Description

Farmer John has to take his annual farming license test. The test has $N$ ($1 \le N \le 1{,}000{,}000$) true/false questions. After last year's poor performance, Bessie wants to help him.

Bessie knows that the number of questions whose answer is 'true' is one of $t_1, t_2, \dots, t_K$ ($0 \le t_i \le N$; $0 \le K \le 10{,}000$). She has no information about which particular questions are true. Using only this information, she wants to know the best score Farmer John can always guarantee, even without knowing any individual answers.

Example: For $N = 6$ and possible counts $\{0, 3\}$, if FJ answers 'false' on every question, then if the true count is $0$ he gets $6$ correct, and if it is $3$ he gets $3$ correct. So he can guarantee at least $3$ correct.

By contrast, if FJ answers 'true' on exactly $3$ questions and 'false' on the other $3$, then if the true count is $0$ he gets $3$ correct, but if the true count is $3$ he could get as few as $0$ correct (if he guessed 'true' on the $3$ that are actually 'false'). So this strategy does not guarantee any correct answers.
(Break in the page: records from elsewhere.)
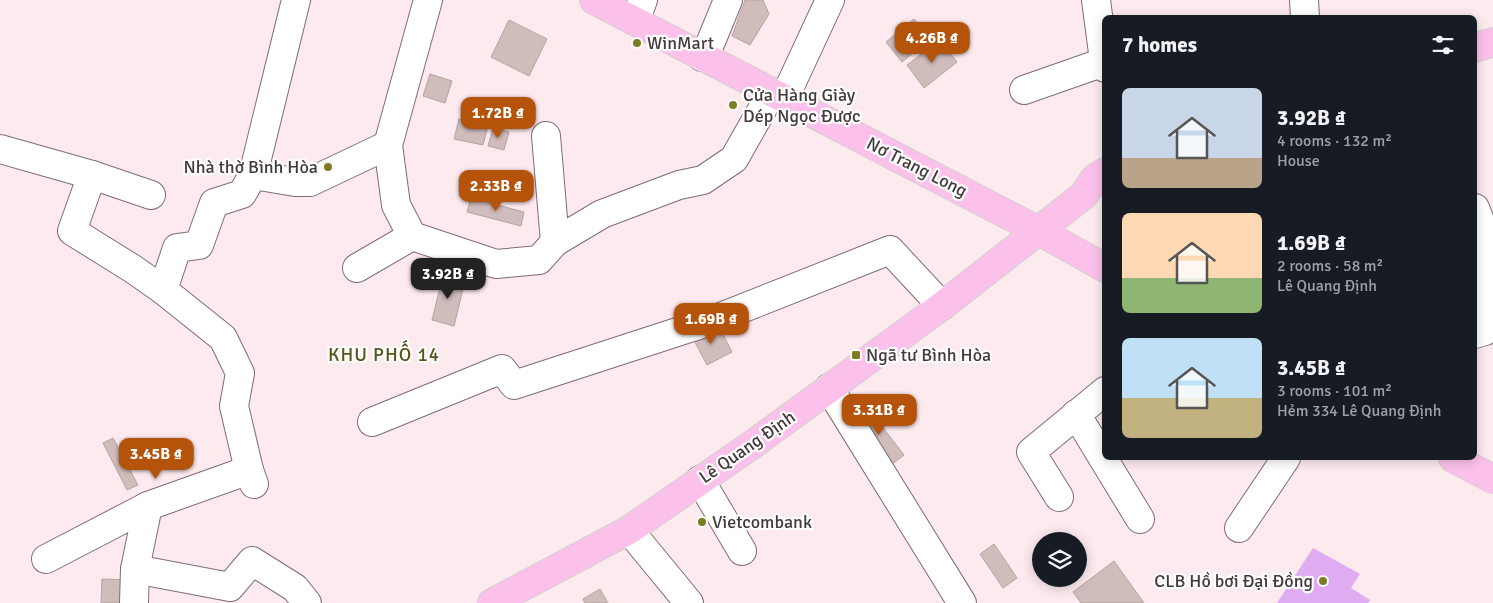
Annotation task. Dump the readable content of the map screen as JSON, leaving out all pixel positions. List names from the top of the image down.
{
  "streets": {
    "main road": ["Nơ Trang Long", "Lê Quang Định"]
  },
  "crossings": [
    ["Nơ Trang Long", "Lê Quang Định"]
  ],
  "districts": ["KHU PHỐ 14"],
  "places": {
    "other": [
      "WinMart",
      "Cửa Hàng Giày Dép Ngọc Được",
      "Nhà thờ Bình Hòa",
      "Vietcombank",
      "CLB Hồ bơi Đại Đồng"
    ],
    "transit": ["Ngã tư Bình Hòa"]
  },
  "page": {
    "heading": "7 homes",
    "price": [
      "4.26B ₫",
      "1.72B ₫",
      "2.33B ₫",
      "3.92B ₫",
      "1.69B ₫",
      "3.31B ₫",
      "3.45B ₫"
    ],
    "list": [
      {
        "name": "3.92B ₫",
        "note": "4 rooms · 132 m² · House"
      },
      {
        "name": "1.69B ₫",
        "note": "2 rooms · 58 m² · Lê Quang Định"
      },
      {
        "name": "3.45B ₫",
        "note": "3 rooms · 101 m² · Hẻm 334 Lê Quang Định"
      }
    ]
  }
}
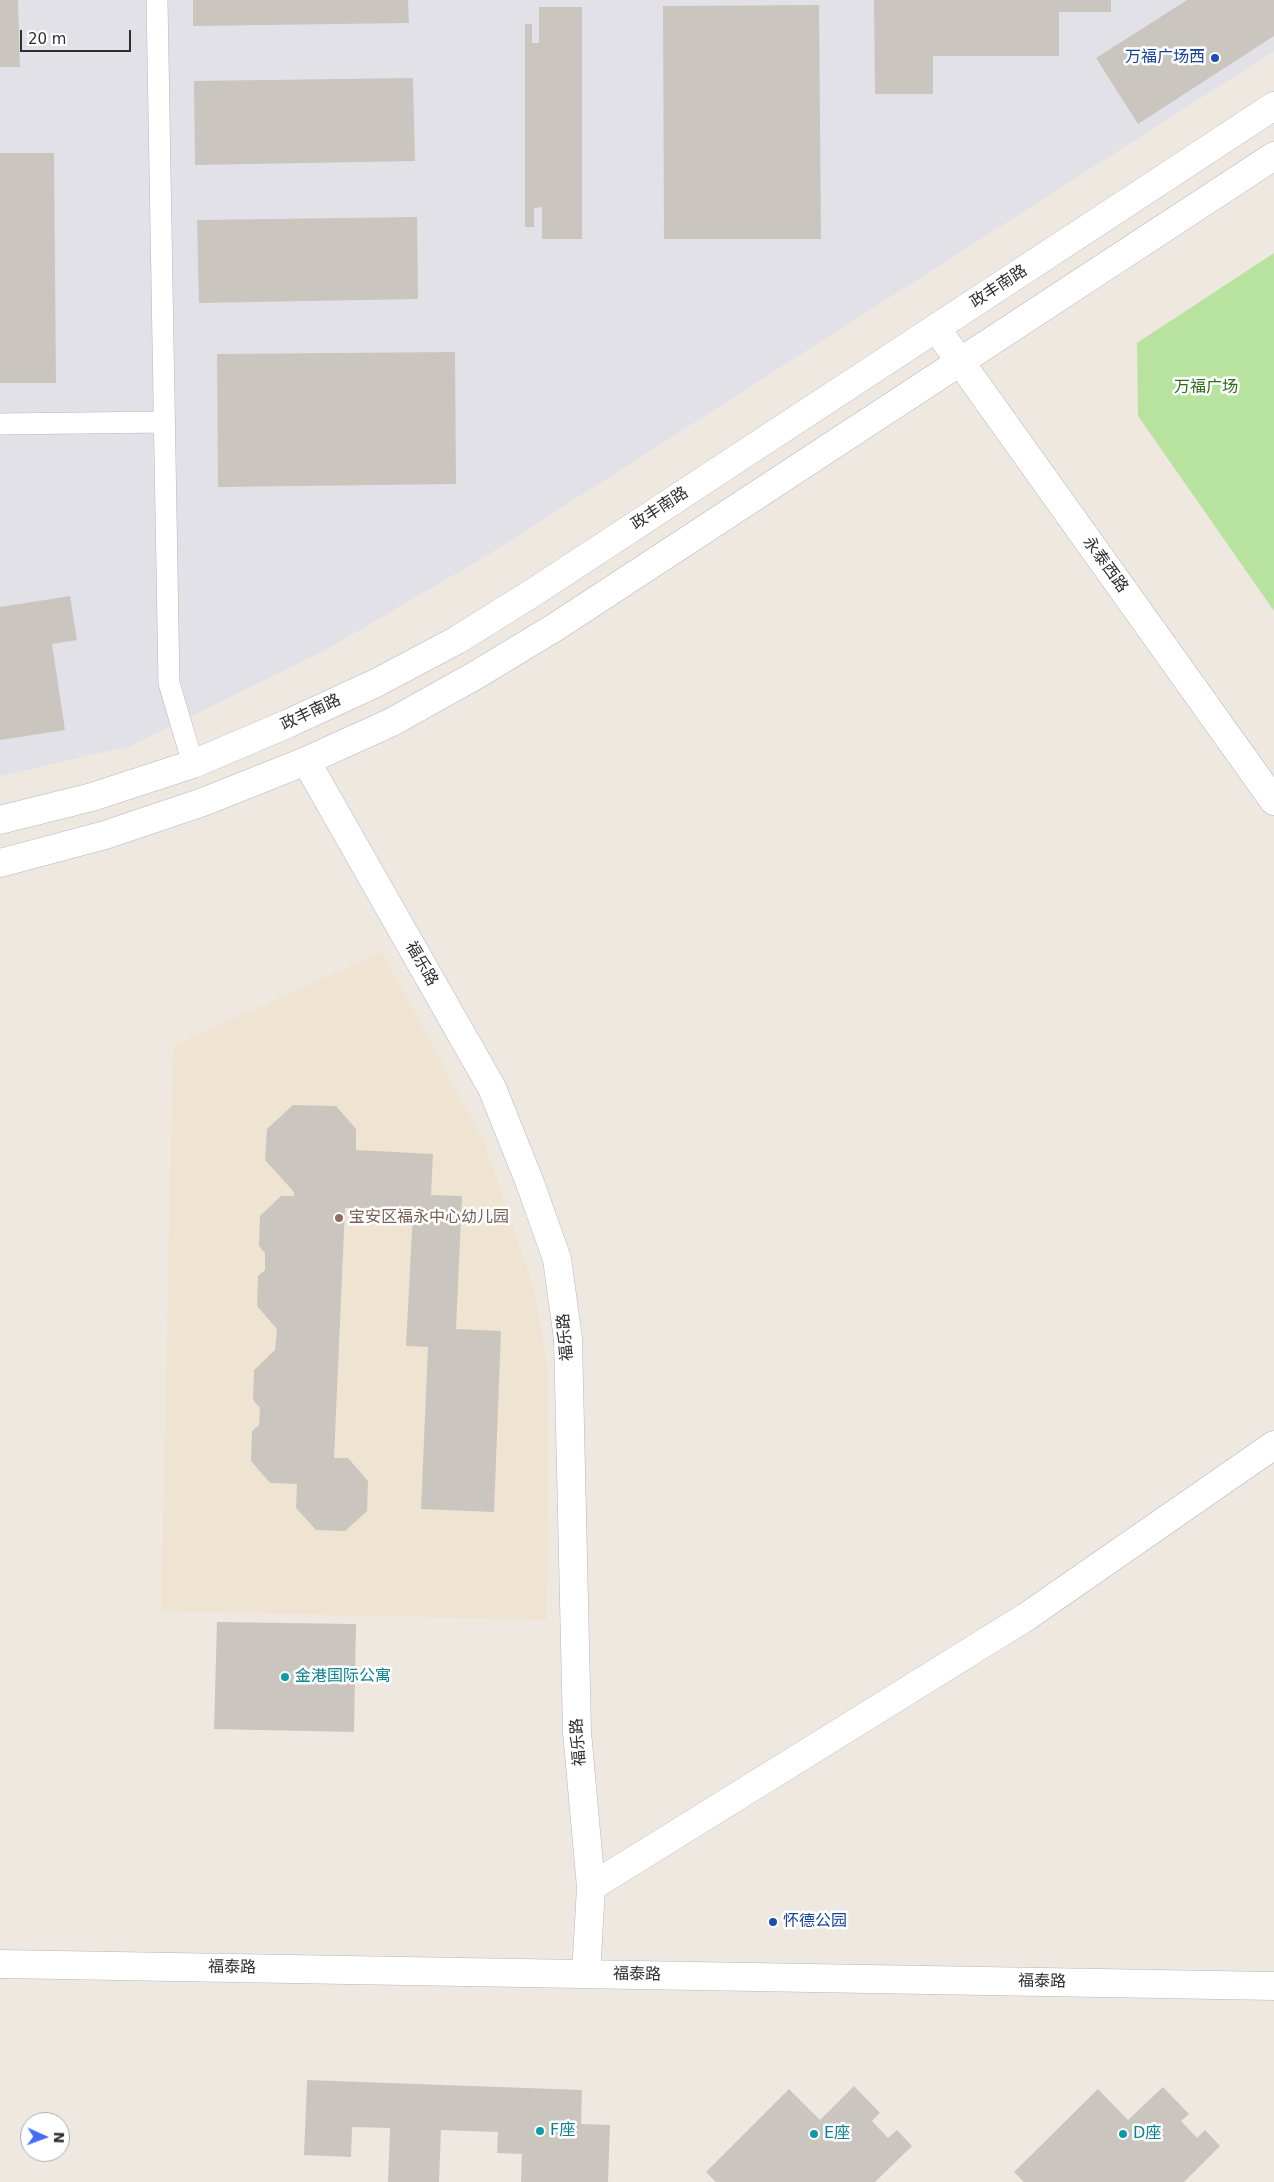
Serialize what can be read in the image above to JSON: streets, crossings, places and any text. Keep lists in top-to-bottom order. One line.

Given Bessie's information, compute the maximum number of answers FJ can always get correct if he uses an optimal strategy.

Constraints: $1 \le N \le 1{,}000{,}000$, $0 \le K \le 10{,}000$, $0 \le t_i \le N$.

Input Format

• Line 1: Two space-separated integers $N$ and $K$.
• Lines $2..K+1$: Line $i+1$ contains a single integer $t_i$.

Output Format

• Line 1: A single integer, the best score FJ is guaranteed to achieve.

6 2 
0 
3 

3 

Hint

Translation provided by @fan404.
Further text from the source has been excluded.